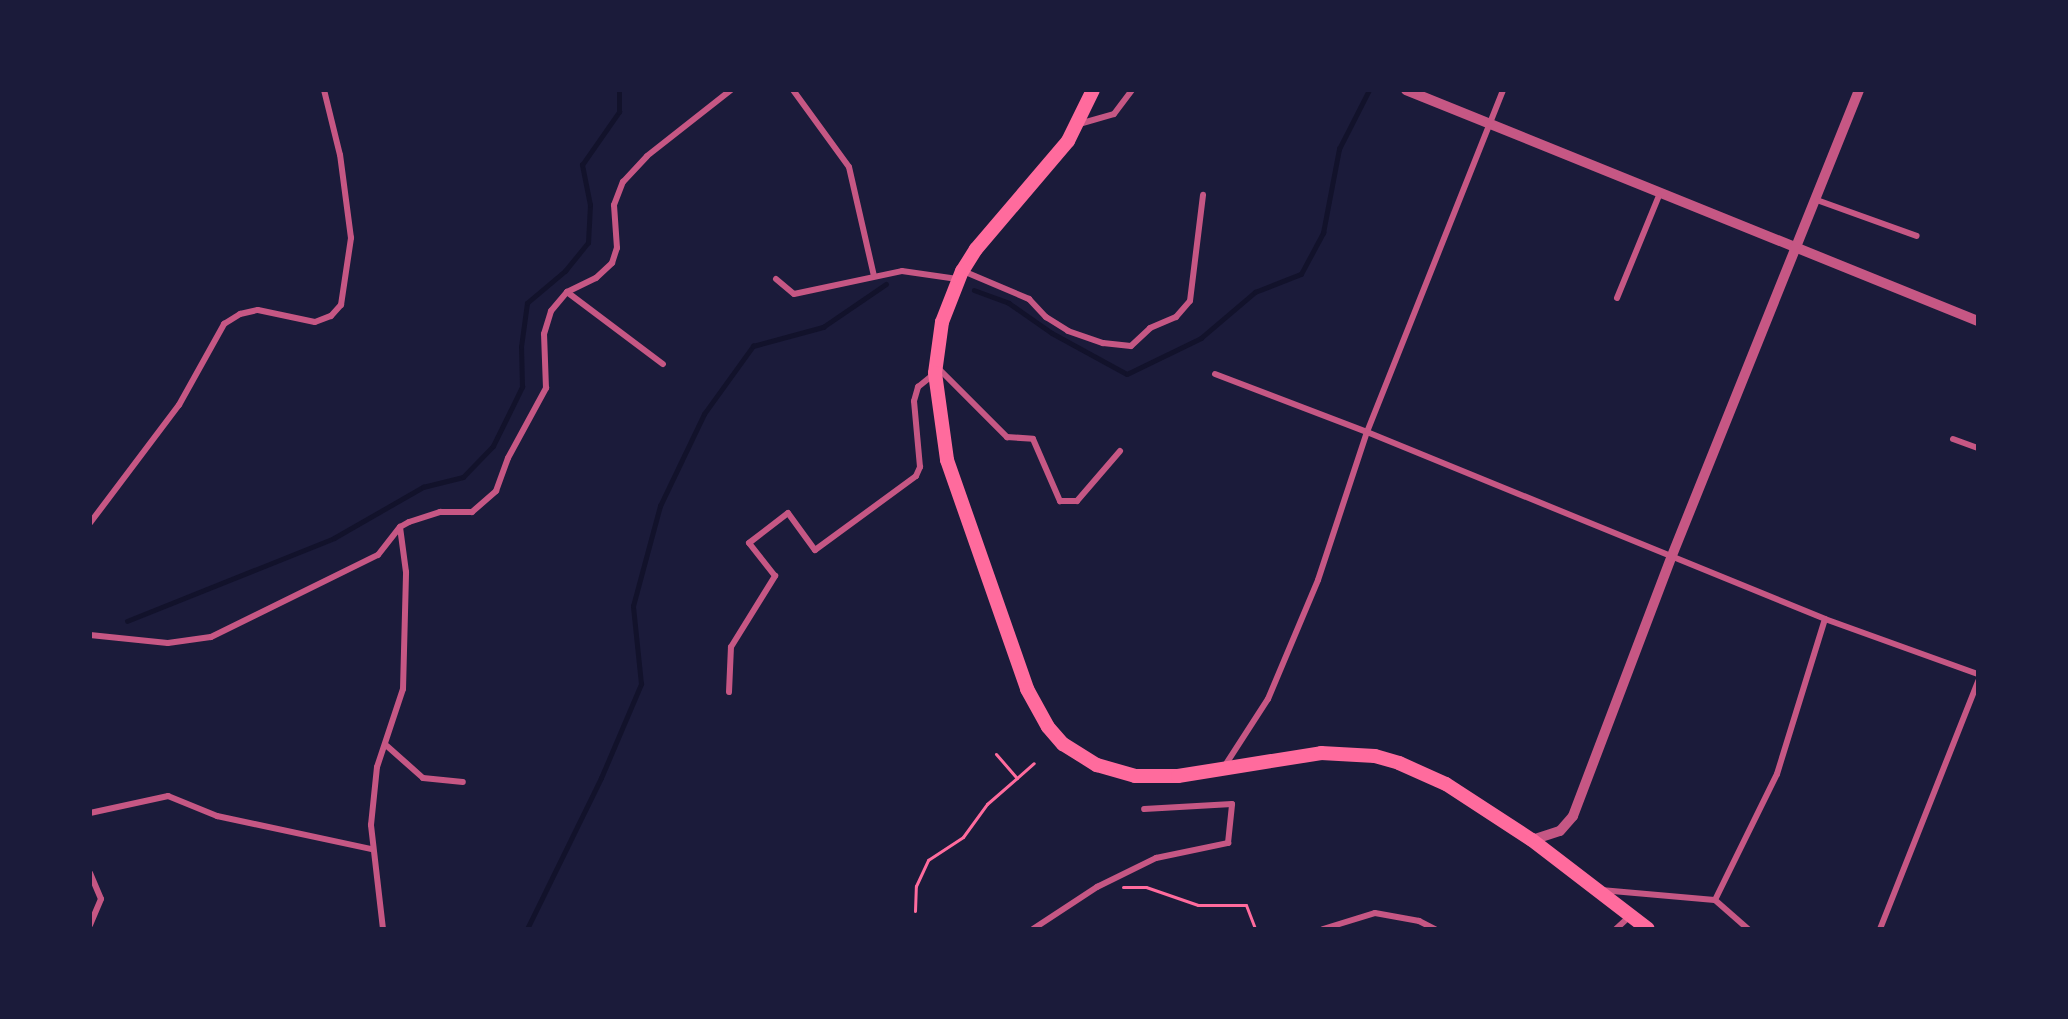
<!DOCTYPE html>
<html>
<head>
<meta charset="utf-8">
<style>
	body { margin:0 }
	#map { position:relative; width:2068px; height:1019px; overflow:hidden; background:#1b1b3a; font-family:"Fira Sans Condensed",sans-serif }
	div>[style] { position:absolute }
	.stream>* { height:4.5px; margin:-2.25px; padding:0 2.25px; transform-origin:2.25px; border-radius:2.25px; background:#12122b }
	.path>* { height:3px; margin:-1.5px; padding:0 1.5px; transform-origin:1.5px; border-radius:1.5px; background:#ff6b9d }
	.minor>* { height:6px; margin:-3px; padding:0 3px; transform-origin:3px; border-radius:3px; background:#c65784 }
	.tertiary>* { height:10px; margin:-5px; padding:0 5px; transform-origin:5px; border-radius:5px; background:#c65784 }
	.primary>* { height:14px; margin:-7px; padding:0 7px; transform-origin:7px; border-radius:7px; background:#ff6b9d }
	span { translate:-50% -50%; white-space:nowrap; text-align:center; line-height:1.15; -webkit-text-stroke:6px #1b1b3a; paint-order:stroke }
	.frame { position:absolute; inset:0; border:92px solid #1b1b3a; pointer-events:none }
</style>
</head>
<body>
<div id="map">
	<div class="stream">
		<i style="left:974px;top:290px;width:37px;rotate:20deg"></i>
		<i style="left:1009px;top:303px;width:52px;rotate:34.9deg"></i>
		<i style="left:1052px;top:333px;width:85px;rotate:28.7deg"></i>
		<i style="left:1127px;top:374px;width:82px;rotate:-25.9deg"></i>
		<i style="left:1201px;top:338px;width:71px;rotate:-40.4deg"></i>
		<i style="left:1255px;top:292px;width:49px;rotate:-21.4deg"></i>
		<i style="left:1301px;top:274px;width:47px;rotate:-61.8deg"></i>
		<i style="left:1323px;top:233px;width:86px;rotate:-79.2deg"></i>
		<i style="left:1339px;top:149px;width:66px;rotate:-63deg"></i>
		<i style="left:127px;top:621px;width:223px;rotate:-21.8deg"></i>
		<i style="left:334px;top:538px;width:103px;rotate:-29.8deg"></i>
		<i style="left:423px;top:487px;width:41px;rotate:-14deg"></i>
		<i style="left:463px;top:477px;width:43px;rotate:-45.9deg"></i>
		<i style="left:493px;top:446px;width:66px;rotate:-63.8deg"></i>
		<i style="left:522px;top:387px;width:40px;rotate:-91.4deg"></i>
		<i style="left:521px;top:347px;width:44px;rotate:-82.2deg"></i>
		<i style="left:527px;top:303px;width:50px;rotate:-40.1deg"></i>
		<i style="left:565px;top:271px;width:36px;rotate:-51deg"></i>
		<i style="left:588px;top:243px;width:38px;rotate:-87deg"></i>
		<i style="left:590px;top:205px;width:41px;rotate:-101.3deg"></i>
		<i style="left:582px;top:165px;width:65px;rotate:-55.1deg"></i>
		<i style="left:619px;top:112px;width:22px;rotate:-90deg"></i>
		<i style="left:527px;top:929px;width:168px;rotate:-63.9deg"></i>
		<i style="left:601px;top:778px;width:102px;rotate:-66.9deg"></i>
		<i style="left:641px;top:684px;width:78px;rotate:-95.9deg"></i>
		<i style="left:633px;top:606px;width:104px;rotate:-74.9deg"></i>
		<i style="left:660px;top:506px;width:102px;rotate:-64.4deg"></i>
		<i style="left:704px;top:414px;width:84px;rotate:-54.2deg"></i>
		<i style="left:753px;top:346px;width:73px;rotate:-15.2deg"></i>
		<i style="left:823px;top:327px;width:76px;rotate:-34.3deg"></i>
	</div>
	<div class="path">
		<i style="left:996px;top:754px;width:32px;rotate:49deg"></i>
		<i style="left:1123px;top:887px;width:23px"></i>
		<i style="left:1146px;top:887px;width:55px;rotate:19.1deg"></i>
		<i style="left:1198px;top:905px;width:48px"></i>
		<i style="left:1246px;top:905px;width:26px;rotate:69deg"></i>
		<i style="left:915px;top:911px;width:25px;rotate:-88deg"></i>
		<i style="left:916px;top:886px;width:29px;rotate:-65deg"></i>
		<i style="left:928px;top:860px;width:42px;rotate:-33.3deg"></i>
		<i style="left:963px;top:837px;width:41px;rotate:-54deg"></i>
		<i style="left:987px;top:804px;width:62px;rotate:-41.1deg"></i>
	</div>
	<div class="minor">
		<i style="left:793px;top:90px;width:95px;rotate:54deg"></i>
		<i style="left:849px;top:167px;width:112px;rotate:77.1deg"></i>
		<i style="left:1079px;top:124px;width:36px;rotate:-16deg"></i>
		<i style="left:1114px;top:114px;width:30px;rotate:-53deg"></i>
		<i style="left:1814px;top:199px;width:109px;rotate:19.8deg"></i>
		<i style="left:963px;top:271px;width:72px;rotate:23deg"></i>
		<i style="left:1029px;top:299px;width:25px;rotate:47deg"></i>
		<i style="left:1046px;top:317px;width:26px;rotate:32deg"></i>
		<i style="left:1068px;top:331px;width:37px;rotate:19deg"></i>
		<i style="left:1103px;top:343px;width:28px;rotate:6deg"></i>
		<i style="left:1131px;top:346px;width:26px;rotate:-43deg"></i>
		<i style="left:1150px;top:328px;width:28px;rotate:-23deg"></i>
		<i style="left:1176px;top:317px;width:21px;rotate:-49deg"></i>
		<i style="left:1190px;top:301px;width:107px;rotate:-83deg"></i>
		<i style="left:776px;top:279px;width:23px;rotate:40deg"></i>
		<i style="left:794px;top:294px;width:110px;rotate:-12deg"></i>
		<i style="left:902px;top:271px;width:56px;rotate:8.3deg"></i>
		<i style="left:567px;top:292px;width:120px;rotate:36.9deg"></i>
		<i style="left:1617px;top:298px;width:113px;rotate:-67.7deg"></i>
		<i style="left:938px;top:368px;width:98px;rotate:45deg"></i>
		<i style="left:1007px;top:437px;width:26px;rotate:4deg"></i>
		<i style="left:1033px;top:439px;width:68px;rotate:66.5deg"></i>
		<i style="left:1060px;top:501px;width:17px"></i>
		<i style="left:1077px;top:501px;width:66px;rotate:-49.3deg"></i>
		<i style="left:1215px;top:374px;width:163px;rotate:20.9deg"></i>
		<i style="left:1367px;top:432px;width:495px;rotate:22.2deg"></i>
		<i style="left:1825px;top:619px;width:163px;rotate:19.8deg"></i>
		<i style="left:1953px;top:439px;width:27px;rotate:20deg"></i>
		<i style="left:90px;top:523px;width:148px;rotate:-53deg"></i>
		<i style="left:179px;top:405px;width:93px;rotate:-60.9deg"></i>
		<i style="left:224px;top:324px;width:19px;rotate:-32deg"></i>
		<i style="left:240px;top:314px;width:18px;rotate:-13deg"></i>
		<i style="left:258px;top:310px;width:58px;rotate:11.9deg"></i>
		<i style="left:315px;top:322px;width:17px;rotate:-21deg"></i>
		<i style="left:331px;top:316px;width:15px;rotate:-48deg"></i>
		<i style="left:341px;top:305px;width:68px;rotate:-81.5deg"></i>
		<i style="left:351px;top:238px;width:84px;rotate:-97.5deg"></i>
		<i style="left:340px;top:155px;width:67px;rotate:-103.8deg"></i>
		<i style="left:90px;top:635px;width:78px;rotate:5.9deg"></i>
		<i style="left:168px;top:643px;width:43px;rotate:-7.9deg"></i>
		<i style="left:211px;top:637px;width:186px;rotate:-26.2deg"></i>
		<i style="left:378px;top:555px;width:36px;rotate:-52deg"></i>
		<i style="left:400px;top:527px;width:10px;rotate:-29deg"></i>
		<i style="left:409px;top:522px;width:33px;rotate:-18deg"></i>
		<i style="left:440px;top:512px;width:32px"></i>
		<i style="left:472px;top:512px;width:32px;rotate:-41deg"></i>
		<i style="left:496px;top:491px;width:35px;rotate:-70deg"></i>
		<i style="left:508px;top:458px;width:80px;rotate:-61.5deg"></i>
		<i style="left:546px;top:388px;width:54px;rotate:-92.1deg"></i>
		<i style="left:544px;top:334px;width:24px;rotate:-73deg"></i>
		<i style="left:551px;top:311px;width:25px;rotate:-50deg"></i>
		<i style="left:567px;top:292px;width:32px;rotate:-26deg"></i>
		<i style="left:596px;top:278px;width:22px;rotate:-43deg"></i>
		<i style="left:612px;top:263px;width:16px;rotate:-72deg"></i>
		<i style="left:617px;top:248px;width:43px;rotate:-94deg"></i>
		<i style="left:614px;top:205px;width:25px;rotate:-69deg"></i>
		<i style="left:623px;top:182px;width:35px;rotate:-47deg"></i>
		<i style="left:647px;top:156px;width:107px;rotate:-38.2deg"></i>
		<i style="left:729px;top:692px;width:45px;rotate:-87.5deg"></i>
		<i style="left:731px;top:647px;width:84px;rotate:-58.2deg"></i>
		<i style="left:775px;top:576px;width:42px;rotate:-128.2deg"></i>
		<i style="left:749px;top:543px;width:49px;rotate:-37.6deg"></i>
		<i style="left:788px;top:513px;width:46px;rotate:53.9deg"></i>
		<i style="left:815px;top:550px;width:125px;rotate:-36.2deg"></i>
		<i style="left:916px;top:476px;width:10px;rotate:-66deg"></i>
		<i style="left:920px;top:467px;width:66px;rotate:-95.2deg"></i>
		<i style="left:914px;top:401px;width:15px;rotate:-74deg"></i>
		<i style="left:918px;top:387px;width:22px;rotate:-39deg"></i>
		<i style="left:387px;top:746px;width:48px;rotate:41.6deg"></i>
		<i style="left:423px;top:778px;width:40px;rotate:5.7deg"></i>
		<i style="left:1224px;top:767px;width:81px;rotate:-57.1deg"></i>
		<i style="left:1268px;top:699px;width:129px;rotate:-67.2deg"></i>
		<i style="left:1318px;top:580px;width:156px;rotate:-71.7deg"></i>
		<i style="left:1367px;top:432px;width:368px;rotate:-68.3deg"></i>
		<i style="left:90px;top:813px;width:80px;rotate:-12.3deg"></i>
		<i style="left:168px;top:796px;width:53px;rotate:22.2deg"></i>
		<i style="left:217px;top:816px;width:157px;rotate:12.1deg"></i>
		<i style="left:90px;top:873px;width:28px;rotate:67deg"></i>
		<i style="left:101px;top:899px;width:28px;rotate:113deg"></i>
		<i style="left:1601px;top:890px;width:114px;rotate:5deg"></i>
		<i style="left:1715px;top:900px;width:44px;rotate:41.3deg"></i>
		<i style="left:1715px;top:900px;width:140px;rotate:-63.8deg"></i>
		<i style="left:1777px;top:774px;width:162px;rotate:-72.8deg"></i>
		<i style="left:383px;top:929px;width:105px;rotate:-96.6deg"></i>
		<i style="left:371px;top:825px;width:58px;rotate:-84.1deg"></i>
		<i style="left:377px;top:767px;width:82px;rotate:-71.6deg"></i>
		<i style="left:403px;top:689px;width:117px;rotate:-88.5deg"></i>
		<i style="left:406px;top:572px;width:45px;rotate:-97.6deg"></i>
		<i style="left:1033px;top:929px;width:77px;rotate:-33.3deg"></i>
		<i style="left:1097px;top:887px;width:66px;rotate:-26.2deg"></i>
		<i style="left:1156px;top:858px;width:74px;rotate:-11.8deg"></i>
		<i style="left:1228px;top:843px;width:39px;rotate:-84deg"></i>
		<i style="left:1232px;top:804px;width:88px;rotate:176.7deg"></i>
		<i style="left:1323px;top:929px;width:54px;rotate:-17.1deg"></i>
		<i style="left:1375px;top:913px;width:45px;rotate:10.3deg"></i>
		<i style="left:1419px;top:921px;width:18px;rotate:27deg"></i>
		<i style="left:1616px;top:929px;width:21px;rotate:-43deg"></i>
		<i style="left:1880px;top:929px;width:267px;rotate:-68.4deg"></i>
	</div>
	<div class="tertiary">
		<i style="left:1406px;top:90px;width:617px;rotate:21.99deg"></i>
		<i style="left:1532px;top:840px;width:29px;rotate:-18deg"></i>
		<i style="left:1560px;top:831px;width:20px;rotate:-49deg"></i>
		<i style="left:1573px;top:816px;width:276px;rotate:-69.2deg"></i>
		<i style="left:1671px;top:558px;width:504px;rotate:-68.11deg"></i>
	</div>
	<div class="primary">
		<i style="left:1093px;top:90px;width:57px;rotate:116.1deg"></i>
		<i style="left:1068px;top:141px;width:142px;rotate:130.4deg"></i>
		<i style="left:976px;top:249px;width:26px;rotate:122deg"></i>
		<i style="left:962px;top:271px;width:55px;rotate:111.4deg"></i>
		<i style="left:942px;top:322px;width:51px;rotate:97.8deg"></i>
		<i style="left:935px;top:373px;width:88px;rotate:82.1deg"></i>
		<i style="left:947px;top:460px;width:243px;rotate:70.7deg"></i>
		<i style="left:1027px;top:689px;width:43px;rotate:61.1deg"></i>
		<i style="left:1048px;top:727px;width:23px;rotate:49deg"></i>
		<i style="left:1063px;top:744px;width:40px;rotate:32deg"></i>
		<i style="left:1097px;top:765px;width:40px;rotate:16deg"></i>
		<i style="left:1135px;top:776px;width:43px"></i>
		<i style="left:1178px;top:776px;width:145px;rotate:-9.1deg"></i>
		<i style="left:1321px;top:753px;width:54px;rotate:3.2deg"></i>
		<i style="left:1375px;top:756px;width:25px;rotate:16deg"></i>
		<i style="left:1399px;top:763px;width:51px;rotate:24.1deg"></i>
		<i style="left:1446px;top:784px;width:103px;rotate:33.1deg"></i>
		<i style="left:1532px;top:840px;width:146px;rotate:37.5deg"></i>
	</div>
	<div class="frame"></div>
</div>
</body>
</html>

* _Task directions_: Restate word for word the entries above from the line with "position:relative; width:2068px; height:1019px;" through the line with "height:4.5px; margin:-2.25px; padding:0", inclusive, leaving out everything else.

* _Solution_:
	#map { position:relative; width:2068px; height:1019px; overflow:hidden; background:#1b1b3a; font-family:"Fira Sans Condensed",sans-serif }
	div>[style] { position:absolute }
	.stream>* { height:4.5px; margin:-2.25px; padding:0 2.25px; transform-origin:2.25px; border-radius:2.25px; background:#12122b }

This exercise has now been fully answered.